L’image romantique du Pacifique avec ses plages bordées de palmiers, ses lagunes turquoises, ses beautés polynésiennes vêtues de paréos aux couleurs éclatantes reste toujours présente quand on rêve des îles, surtout le mythe de Tahiti avec sa force symbolique toujours vivante. Les récits de Louis Antoine de Bougainville parlant des « Nymphes libres et nues aux corps de déesses » séduisirent de nombreux Européens. Les descriptions des contacts érotiques avec les insulaires, illustrées de détails piquants, firent mouche sur la sexualité refoulée d’une Europe qui se trouvait, à proprement parler, enfermée dans un véritable corset.
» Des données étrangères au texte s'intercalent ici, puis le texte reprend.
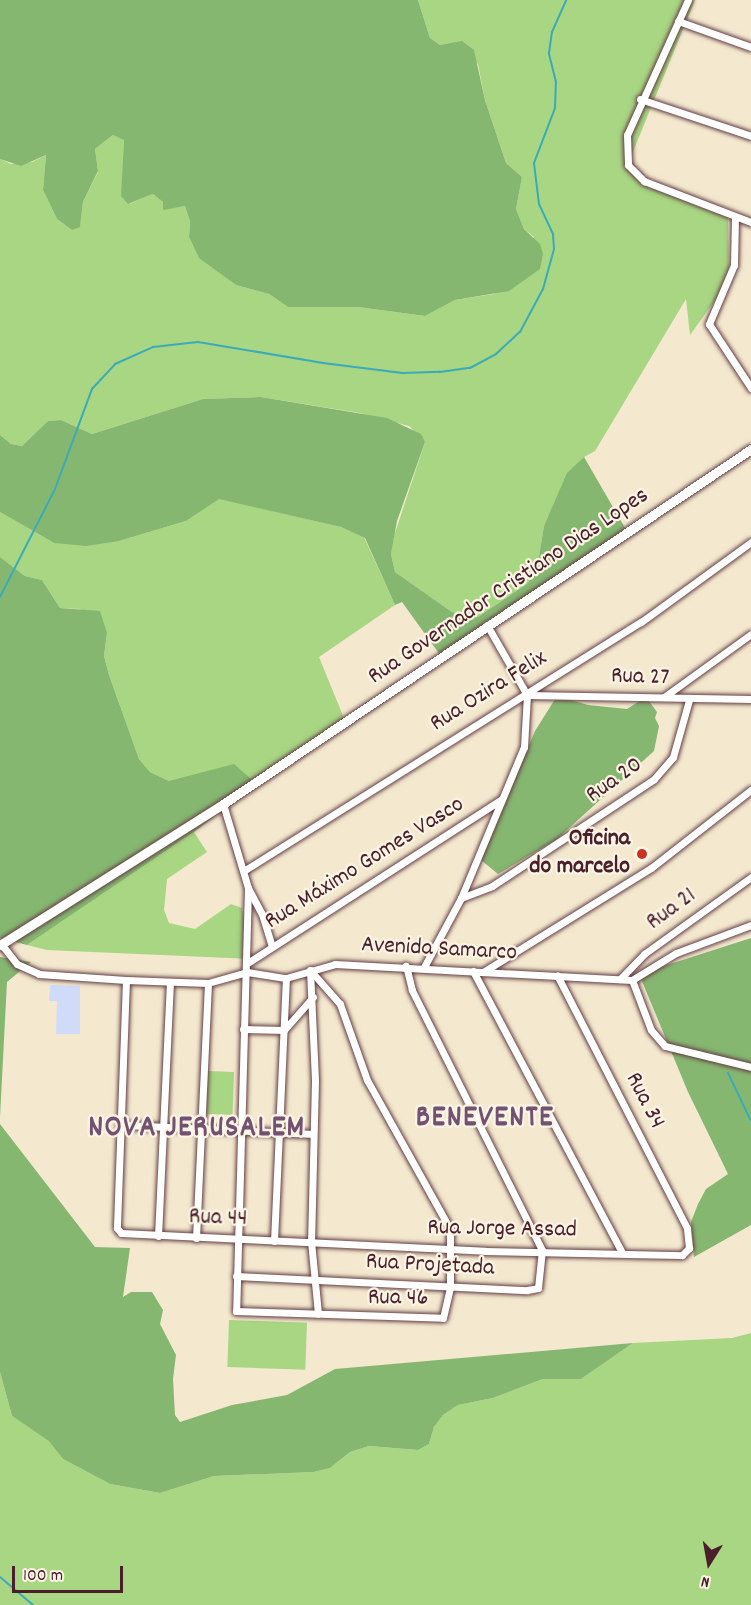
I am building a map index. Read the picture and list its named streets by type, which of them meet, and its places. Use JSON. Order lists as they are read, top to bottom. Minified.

Même Jean Paul (Johann Paul Richter) avoua ouvertement que les récits sur le Pacifique l’avaient rempli de désirs. Lorsque les devoirs familiaux et le manque d’argent obligèrent Gauguin à rentrer pour quelques temps en France, il écrivit en partant : « Adieu, terre hospitalière, terre exquise, patrie de la liberté et de la beauté ! Je pars d’ici deux ans plus vieux et vingt ans plus jeune, mais plus barbare qu’à mon arrivée et pourtant plus sage. Oui, les sauvages, ces illettrés, ont beaucoup enseigné aux vieilles cultures de l’humanité, beaucoup de choses sur la connaissance de la vie et de l’art d’être heureux. » Quand il revint, il fut très déçu de retrouver une autre Tahiti : « C’était l’Europe, cette Europe dont je croyais m’être débarrassé, et en plus, avec les pires côtés du snobisme colonial. » Il partit alors vers les lointaines îles Marquises. Il avait inscrit autrefois sur sa hutte « Soyez mystérieux et soyez heureux », plus tard, il grava sur sa porte : « TE ATUA – Les Dieux sont morts ».

Les mêmes droits devant la propriété, une vie libre – Il n’existait même pas de mots pour fidélité ou jalousie dans la langue des Tahitiens – furent les bases d’un modèle idéal de société reliant raison naturelle et nature raisonnable. L’idée de nature de Rousseau se réalisait là concrètement. Dans les célèbres dialogues fictifs de Diderot, Tahiti devint un modèle en opposition à une Europe dénaturée, en prise aux entraves économiques et morales. Dans les écrits du principal auteur de l’Encyclopédie, les revendications anticolonialistes, démocratiques et de satisfaction des besoins de base, dépassèrent de loin l’idéal de la Révolution bourgeoise.

Dans la littérature utopique, les îles servirent souvent de cadre pour des modèles sociaux idéaux. Par exemple dans l’île d’Atlantide de Poséidon, Platon décrit une société qui se définissait par son caractère pacifique et le respect vertueux de l’immense abondance des richesses. Puis, lorsque la cupidité et la soif de pouvoir firent place à ce respect, Zeus décida de punir les habitants. l’île fut engloutie et les recherches pour la retrouver sont restées sans succès. Utopia, de Thomas Morus, Etat modèle, peuplé d’hommes de raison, était d’abord relié à la terre ferme. C’est seulement lorsqu’Utopus rompit le lien avec la terre que purent se développer sur cette île, le caractère exceptionnel et la singularité de son univers.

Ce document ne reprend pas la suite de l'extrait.